#### How to complete this task:
Write every line below out again, exactly as given, but leave out the pictures.
BEGIN Dataset content
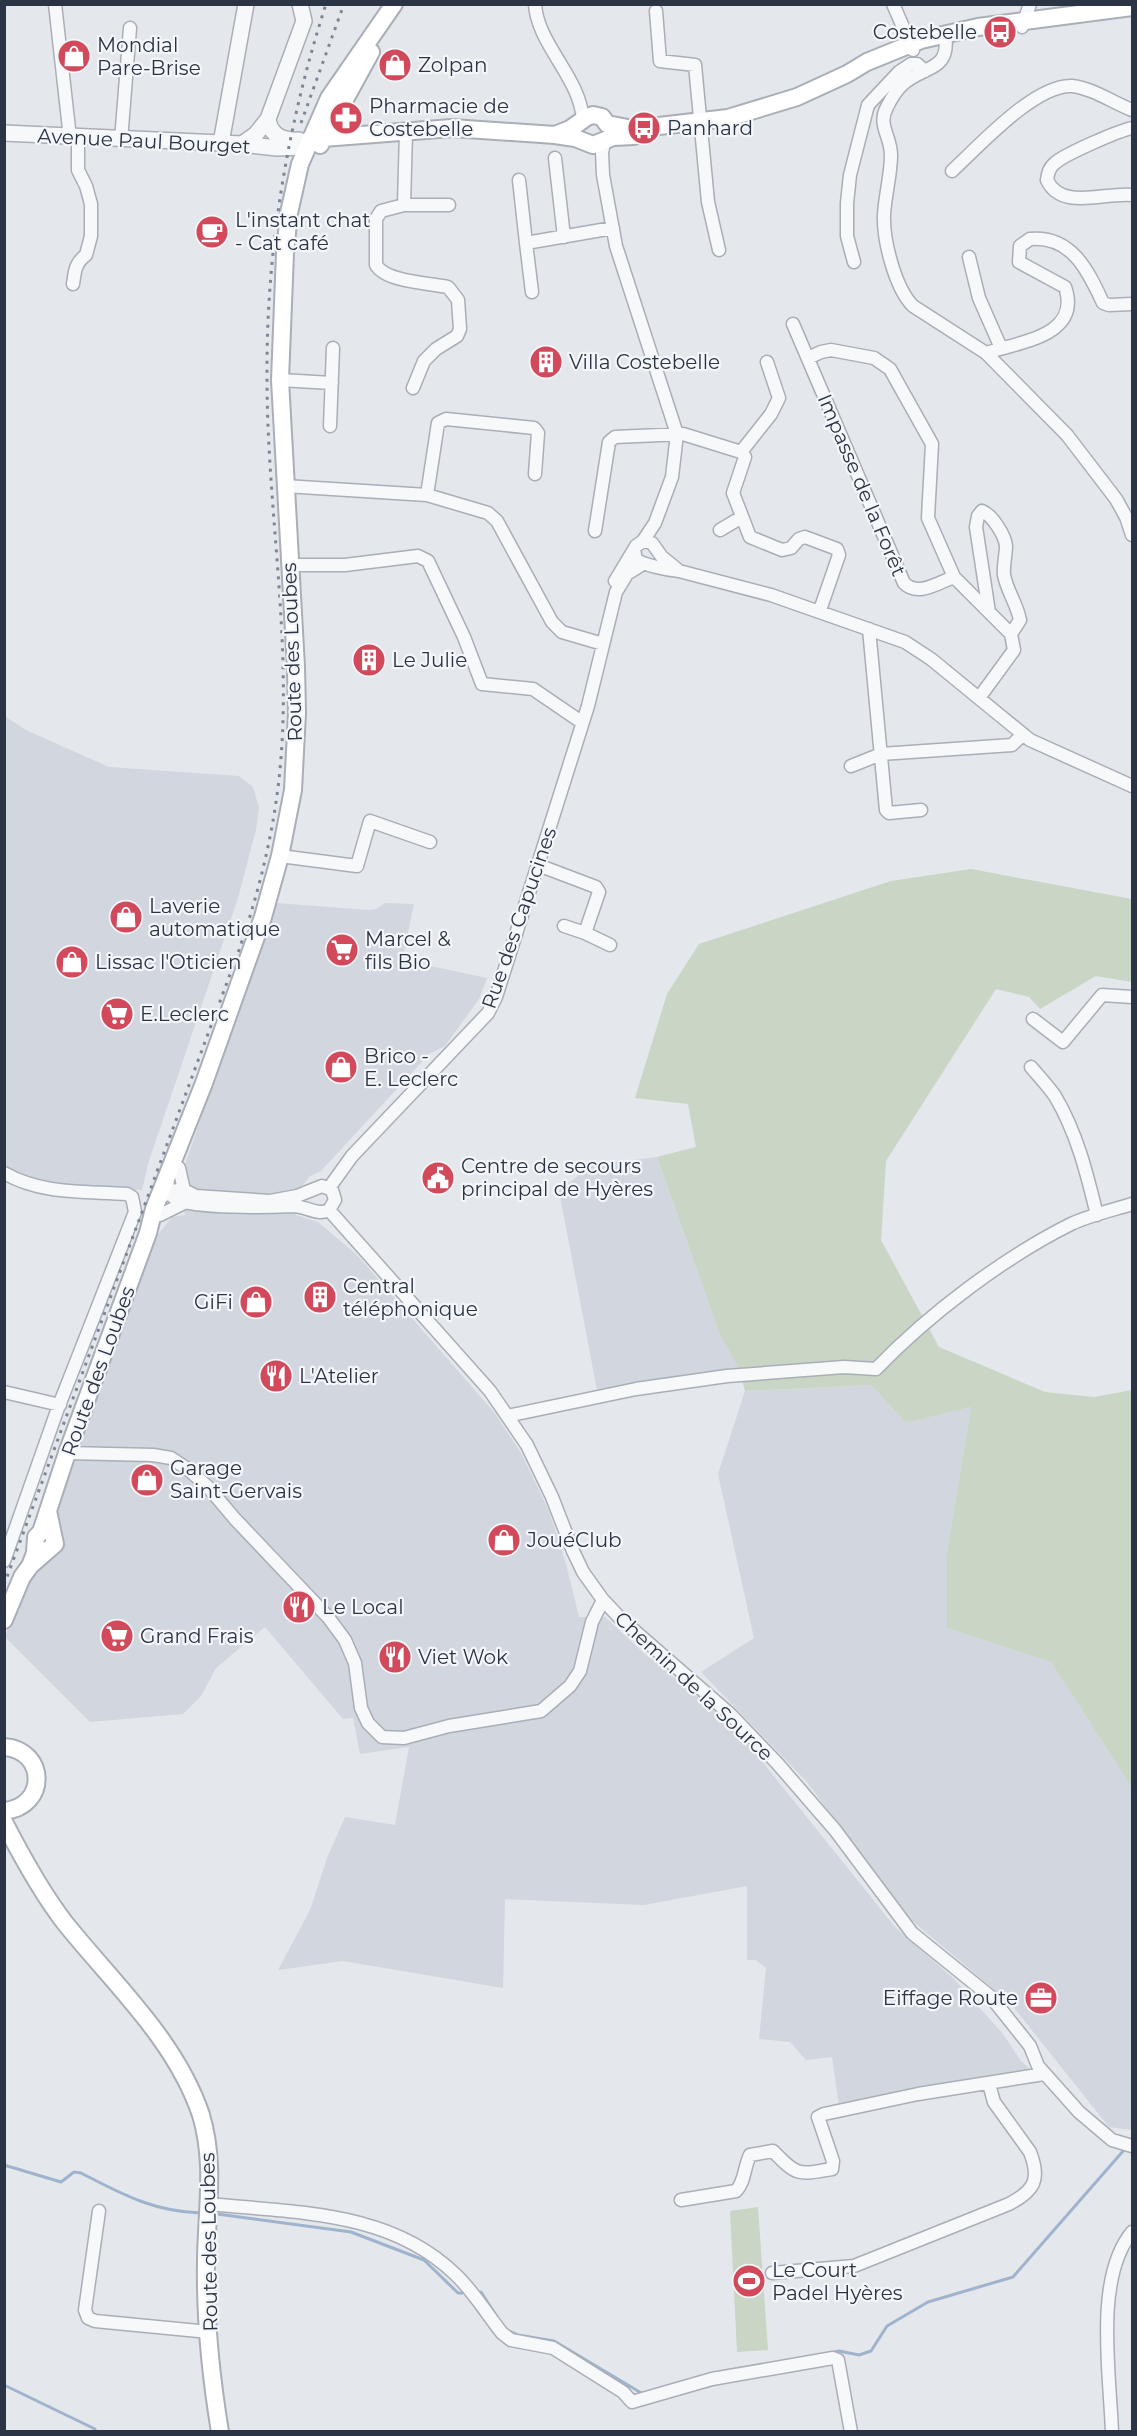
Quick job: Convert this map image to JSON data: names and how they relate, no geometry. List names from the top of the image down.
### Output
{
  "streets": {
    "main road": ["Route des Loubes"],
    "street": [
      "Avenue Paul Bourget",
      "Impasse de la Forêt",
      "Rue des Capucines",
      "Chemin de la Source"
    ]
  },
  "crossings": [
    ["Avenue Paul Bourget", "Route des Loubes"],
    ["Rue des Capucines", "Chemin de la Source"]
  ],
  "places": {
    "bus stop": ["Costebelle", "Panhard"],
    "shop": [
      "Mondial Pare-Brise",
      "Zolpan",
      "Laverie automatique",
      "Lissac l'Oticien",
      "Brico - E. Leclerc",
      "GiFi",
      "Garage Saint-Gervais",
      "JouéClub"
    ],
    "pharmacy": ["Pharmacie de Costebelle"],
    "cafe": ["L'instant chat - Cat café"],
    "building": ["Villa Costebelle", "Le Julie", "Central téléphonique"],
    "supermarket": ["Marcel & fils Bio", "E.Leclerc", "Grand Frais"],
    "public building": ["Centre de secours principal de Hyères"],
    "restaurant": ["L'Atelier", "Le Local", "Viet Wok"],
    "office": ["Eiffage Route"],
    "sports": ["Le Court Padel Hyères"]
  }
}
END Dataset content
#### Answer area:
Quick job: Convert this map image to JSON data: names and how they relate, no geometry. List names from the top of the image down.
### Output
{
  "streets": {
    "main road": ["Route des Loubes"],
    "street": [
      "Avenue Paul Bourget",
      "Impasse de la Forêt",
      "Rue des Capucines",
      "Chemin de la Source"
    ]
  },
  "crossings": [
    ["Avenue Paul Bourget", "Route des Loubes"],
    ["Rue des Capucines", "Chemin de la Source"]
  ],
  "places": {
    "bus stop": ["Costebelle", "Panhard"],
    "shop": [
      "Mondial Pare-Brise",
      "Zolpan",
      "Laverie automatique",
      "Lissac l'Oticien",
      "Brico - E. Leclerc",
      "GiFi",
      "Garage Saint-Gervais",
      "JouéClub"
    ],
    "pharmacy": ["Pharmacie de Costebelle"],
    "cafe": ["L'instant chat - Cat café"],
    "building": ["Villa Costebelle", "Le Julie", "Central téléphonique"],
    "supermarket": ["Marcel & fils Bio", "E.Leclerc", "Grand Frais"],
    "public building": ["Centre de secours principal de Hyères"],
    "restaurant": ["L'Atelier", "Le Local", "Viet Wok"],
    "office": ["Eiffage Route"],
    "sports": ["Le Court Padel Hyères"]
  }
}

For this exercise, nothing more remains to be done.